The newly appointed COVID-19 taskforce in UK has informed that the first batch of the COVID-19 vaccines might not be perfect. The chair of the taskforce Kate Bingham said that no vaccine in the history “has been so eagerly expected” and that  “vaccination is widely regarded as the only true exit strategy from the pandemic that is currently spreading globally".

Adding to this, Kate Bingham also cautioned the people against over-optimism. She also warned that any vaccine might not work for everyone or will work for very long. She said, “We do not know that we will ever have a vaccine at all. It is important to guard against complacency and over-optimism.”

She furthermore added, “The first generation of vaccines is likely to be imperfect, and we should be prepared that they might not prevent infection but rather reduce symptoms, and, even then, might not work for everyone or for long.”

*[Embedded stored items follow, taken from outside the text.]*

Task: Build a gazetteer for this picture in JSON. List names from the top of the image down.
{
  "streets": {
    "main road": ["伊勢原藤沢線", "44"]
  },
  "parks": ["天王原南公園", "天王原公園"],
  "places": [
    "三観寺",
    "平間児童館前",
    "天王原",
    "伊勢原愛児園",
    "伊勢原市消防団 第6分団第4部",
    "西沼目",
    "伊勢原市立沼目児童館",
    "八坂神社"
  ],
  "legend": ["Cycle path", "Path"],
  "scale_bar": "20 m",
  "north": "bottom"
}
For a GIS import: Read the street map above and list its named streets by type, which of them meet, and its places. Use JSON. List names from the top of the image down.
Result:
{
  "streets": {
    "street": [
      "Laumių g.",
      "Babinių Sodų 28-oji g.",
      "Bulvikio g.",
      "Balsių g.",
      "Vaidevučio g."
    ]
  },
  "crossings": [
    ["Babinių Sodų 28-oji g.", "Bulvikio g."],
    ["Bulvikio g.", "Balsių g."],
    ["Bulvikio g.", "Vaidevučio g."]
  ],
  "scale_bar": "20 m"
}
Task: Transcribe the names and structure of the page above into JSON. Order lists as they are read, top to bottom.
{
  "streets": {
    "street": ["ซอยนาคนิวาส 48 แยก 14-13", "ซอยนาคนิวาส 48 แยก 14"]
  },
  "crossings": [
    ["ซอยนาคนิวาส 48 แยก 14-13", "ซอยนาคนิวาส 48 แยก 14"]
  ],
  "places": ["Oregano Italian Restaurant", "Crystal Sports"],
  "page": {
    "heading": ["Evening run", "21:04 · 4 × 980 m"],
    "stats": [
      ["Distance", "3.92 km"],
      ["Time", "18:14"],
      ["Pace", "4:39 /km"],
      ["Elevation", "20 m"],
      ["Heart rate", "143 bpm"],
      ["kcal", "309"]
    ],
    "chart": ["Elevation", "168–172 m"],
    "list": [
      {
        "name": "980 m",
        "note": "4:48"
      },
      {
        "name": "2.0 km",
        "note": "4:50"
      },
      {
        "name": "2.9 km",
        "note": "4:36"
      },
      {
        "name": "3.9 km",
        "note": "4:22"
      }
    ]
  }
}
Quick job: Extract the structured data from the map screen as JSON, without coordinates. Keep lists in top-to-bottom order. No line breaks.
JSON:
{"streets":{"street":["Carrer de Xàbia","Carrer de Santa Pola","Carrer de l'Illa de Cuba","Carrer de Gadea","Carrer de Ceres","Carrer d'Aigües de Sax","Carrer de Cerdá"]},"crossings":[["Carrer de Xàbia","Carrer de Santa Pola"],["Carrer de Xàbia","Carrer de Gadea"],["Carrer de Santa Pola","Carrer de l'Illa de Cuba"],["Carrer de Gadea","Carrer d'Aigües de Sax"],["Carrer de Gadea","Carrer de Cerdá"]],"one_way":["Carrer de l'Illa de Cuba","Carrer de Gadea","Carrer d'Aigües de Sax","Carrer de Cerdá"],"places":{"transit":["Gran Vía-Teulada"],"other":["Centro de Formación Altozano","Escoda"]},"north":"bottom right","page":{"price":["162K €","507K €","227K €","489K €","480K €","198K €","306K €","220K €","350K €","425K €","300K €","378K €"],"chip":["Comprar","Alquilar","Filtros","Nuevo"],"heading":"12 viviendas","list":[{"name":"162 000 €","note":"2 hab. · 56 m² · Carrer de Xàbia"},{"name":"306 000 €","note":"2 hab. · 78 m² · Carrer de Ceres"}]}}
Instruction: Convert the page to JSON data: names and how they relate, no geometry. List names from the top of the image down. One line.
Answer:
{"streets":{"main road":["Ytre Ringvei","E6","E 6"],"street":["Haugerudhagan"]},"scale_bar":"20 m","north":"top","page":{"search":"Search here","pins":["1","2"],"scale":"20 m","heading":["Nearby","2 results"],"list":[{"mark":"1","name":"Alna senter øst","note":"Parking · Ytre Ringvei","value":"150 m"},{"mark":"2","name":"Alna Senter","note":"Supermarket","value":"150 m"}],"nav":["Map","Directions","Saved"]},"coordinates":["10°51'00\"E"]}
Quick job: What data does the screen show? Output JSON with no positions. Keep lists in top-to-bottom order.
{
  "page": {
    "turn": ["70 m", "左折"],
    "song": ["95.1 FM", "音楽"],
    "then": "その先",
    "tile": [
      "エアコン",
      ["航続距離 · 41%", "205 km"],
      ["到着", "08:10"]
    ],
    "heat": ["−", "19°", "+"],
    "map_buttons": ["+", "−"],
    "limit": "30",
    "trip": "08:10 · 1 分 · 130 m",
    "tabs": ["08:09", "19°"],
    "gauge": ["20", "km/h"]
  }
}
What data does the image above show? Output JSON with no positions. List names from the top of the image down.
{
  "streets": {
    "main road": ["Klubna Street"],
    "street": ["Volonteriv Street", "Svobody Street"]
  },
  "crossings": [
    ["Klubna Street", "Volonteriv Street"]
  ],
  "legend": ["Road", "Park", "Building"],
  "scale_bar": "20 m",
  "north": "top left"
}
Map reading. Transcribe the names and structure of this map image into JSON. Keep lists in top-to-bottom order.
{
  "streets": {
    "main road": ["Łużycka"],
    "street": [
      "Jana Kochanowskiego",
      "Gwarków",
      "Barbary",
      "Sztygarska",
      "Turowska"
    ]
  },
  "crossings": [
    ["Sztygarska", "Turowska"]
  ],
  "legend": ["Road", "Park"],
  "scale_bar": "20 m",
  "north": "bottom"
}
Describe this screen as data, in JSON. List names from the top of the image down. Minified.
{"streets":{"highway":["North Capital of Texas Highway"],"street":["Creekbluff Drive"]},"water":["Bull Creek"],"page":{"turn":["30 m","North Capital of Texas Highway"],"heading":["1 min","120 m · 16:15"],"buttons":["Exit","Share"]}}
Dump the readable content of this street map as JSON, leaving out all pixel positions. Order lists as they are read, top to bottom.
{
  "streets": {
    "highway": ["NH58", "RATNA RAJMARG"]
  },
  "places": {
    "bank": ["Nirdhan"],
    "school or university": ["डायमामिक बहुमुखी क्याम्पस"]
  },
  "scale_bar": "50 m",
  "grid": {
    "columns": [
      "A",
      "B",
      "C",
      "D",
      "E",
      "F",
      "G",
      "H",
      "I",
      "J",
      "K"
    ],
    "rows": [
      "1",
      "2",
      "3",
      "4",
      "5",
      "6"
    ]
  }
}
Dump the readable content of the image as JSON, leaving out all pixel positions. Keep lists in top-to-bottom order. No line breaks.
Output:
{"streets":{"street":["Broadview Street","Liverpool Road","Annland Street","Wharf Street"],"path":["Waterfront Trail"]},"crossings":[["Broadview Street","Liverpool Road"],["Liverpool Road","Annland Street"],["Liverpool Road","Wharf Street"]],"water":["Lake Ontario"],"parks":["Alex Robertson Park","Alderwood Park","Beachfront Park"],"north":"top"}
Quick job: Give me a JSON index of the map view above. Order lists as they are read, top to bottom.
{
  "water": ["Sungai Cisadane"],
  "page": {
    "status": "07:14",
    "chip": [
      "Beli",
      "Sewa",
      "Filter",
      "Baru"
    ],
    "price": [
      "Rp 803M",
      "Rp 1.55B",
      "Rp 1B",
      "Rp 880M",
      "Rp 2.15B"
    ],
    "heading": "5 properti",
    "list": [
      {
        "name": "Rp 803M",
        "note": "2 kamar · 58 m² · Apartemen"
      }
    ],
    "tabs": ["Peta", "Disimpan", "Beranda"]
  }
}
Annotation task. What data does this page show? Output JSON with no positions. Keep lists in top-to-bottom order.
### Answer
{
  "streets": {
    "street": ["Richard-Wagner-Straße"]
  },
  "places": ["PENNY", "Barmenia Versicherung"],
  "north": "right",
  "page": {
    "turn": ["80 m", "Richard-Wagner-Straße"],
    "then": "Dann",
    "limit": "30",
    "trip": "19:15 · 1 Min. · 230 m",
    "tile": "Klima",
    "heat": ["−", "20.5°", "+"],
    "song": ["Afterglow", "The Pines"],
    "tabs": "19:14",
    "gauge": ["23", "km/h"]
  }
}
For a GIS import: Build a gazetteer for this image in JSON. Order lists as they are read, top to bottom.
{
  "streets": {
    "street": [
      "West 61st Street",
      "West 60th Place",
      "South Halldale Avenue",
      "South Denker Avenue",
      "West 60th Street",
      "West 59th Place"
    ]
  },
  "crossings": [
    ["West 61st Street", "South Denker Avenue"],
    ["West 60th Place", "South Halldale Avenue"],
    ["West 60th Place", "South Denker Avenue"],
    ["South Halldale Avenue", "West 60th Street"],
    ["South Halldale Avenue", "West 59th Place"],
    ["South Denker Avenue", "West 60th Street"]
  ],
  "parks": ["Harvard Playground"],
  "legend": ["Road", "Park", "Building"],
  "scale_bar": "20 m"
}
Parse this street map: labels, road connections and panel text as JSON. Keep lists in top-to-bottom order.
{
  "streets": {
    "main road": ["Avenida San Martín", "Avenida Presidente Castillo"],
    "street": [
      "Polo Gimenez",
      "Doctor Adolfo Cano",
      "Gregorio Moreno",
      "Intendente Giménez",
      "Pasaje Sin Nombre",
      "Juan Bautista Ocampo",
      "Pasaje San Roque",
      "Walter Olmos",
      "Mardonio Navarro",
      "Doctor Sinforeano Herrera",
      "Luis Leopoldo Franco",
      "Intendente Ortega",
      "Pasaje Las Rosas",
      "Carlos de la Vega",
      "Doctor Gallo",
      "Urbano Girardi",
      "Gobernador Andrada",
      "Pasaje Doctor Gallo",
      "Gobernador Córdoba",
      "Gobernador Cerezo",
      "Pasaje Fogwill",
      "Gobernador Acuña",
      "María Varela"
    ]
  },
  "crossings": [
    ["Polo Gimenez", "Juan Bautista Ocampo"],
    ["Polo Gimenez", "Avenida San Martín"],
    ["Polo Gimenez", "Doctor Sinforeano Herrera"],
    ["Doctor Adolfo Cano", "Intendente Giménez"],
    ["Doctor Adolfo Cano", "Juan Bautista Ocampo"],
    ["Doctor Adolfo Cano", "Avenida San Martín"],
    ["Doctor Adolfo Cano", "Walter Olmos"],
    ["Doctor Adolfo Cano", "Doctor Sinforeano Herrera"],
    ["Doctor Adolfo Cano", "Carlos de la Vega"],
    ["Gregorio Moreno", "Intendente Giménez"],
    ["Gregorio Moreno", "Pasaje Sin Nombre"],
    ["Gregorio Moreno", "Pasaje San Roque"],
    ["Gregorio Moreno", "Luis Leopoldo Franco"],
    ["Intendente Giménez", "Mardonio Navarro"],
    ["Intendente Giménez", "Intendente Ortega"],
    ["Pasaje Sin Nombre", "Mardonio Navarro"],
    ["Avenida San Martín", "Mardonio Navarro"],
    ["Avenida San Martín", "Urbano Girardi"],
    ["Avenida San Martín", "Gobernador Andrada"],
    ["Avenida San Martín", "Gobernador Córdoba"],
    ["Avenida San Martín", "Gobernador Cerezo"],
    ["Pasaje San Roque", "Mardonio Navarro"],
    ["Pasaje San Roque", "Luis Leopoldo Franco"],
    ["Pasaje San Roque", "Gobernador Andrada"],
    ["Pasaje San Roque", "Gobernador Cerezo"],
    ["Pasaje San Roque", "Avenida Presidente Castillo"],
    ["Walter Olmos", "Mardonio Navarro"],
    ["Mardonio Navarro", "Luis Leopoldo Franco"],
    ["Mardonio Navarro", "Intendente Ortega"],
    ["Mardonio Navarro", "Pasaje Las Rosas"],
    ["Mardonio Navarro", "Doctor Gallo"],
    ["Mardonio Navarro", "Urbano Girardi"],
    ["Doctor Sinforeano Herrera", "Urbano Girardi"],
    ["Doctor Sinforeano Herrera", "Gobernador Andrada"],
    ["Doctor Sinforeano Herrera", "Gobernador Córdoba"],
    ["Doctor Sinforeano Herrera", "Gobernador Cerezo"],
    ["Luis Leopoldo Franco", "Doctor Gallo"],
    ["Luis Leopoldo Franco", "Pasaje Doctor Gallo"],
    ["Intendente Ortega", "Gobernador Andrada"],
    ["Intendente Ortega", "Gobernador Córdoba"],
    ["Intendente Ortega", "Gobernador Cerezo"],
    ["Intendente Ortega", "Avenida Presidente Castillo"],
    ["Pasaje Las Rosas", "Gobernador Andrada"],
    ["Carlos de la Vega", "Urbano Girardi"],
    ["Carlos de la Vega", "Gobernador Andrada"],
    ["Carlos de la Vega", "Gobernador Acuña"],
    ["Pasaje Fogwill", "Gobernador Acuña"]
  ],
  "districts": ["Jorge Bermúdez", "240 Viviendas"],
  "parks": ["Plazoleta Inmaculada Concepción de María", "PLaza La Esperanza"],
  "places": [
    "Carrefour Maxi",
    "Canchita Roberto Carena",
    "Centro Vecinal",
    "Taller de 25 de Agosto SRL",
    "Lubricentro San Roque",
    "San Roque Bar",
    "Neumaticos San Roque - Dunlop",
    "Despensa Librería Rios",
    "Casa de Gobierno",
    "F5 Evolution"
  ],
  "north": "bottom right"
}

Sir Patrick Vallance who is the UK government’s chief scientific advisor had created the vaccine task force. It was reportedly created in May 2020 under the Department for Business, Energy and Industrial strategy. The head of the taskforce Kate Bingham reports directly to the Prime Minister.

In her article in the Lancet, she said, “strategy has been to build a diverse portfolio across different formats to give the UK the greatest chance of providing a safe and effective vaccine, recognizing that many, and possibly all, of these vaccines, could fail.”

Kate Bingham wrote the article as a review of the coronavirus vaccine research that called for a standardized approach to evaluate the potential effectiveness of all the expected COVID-19 vaccines.

Presently, there are more than 200 vaccine prospects in development around the world. Out of these 200, forty-four candidates are in the process of clinical trials. Out of the forty-four number of vaccines that are in clinical trials, nine candidates are in phase three of the clinical evaluation. These vaccines are being given to thousands of people to ensure safety and effectiveness.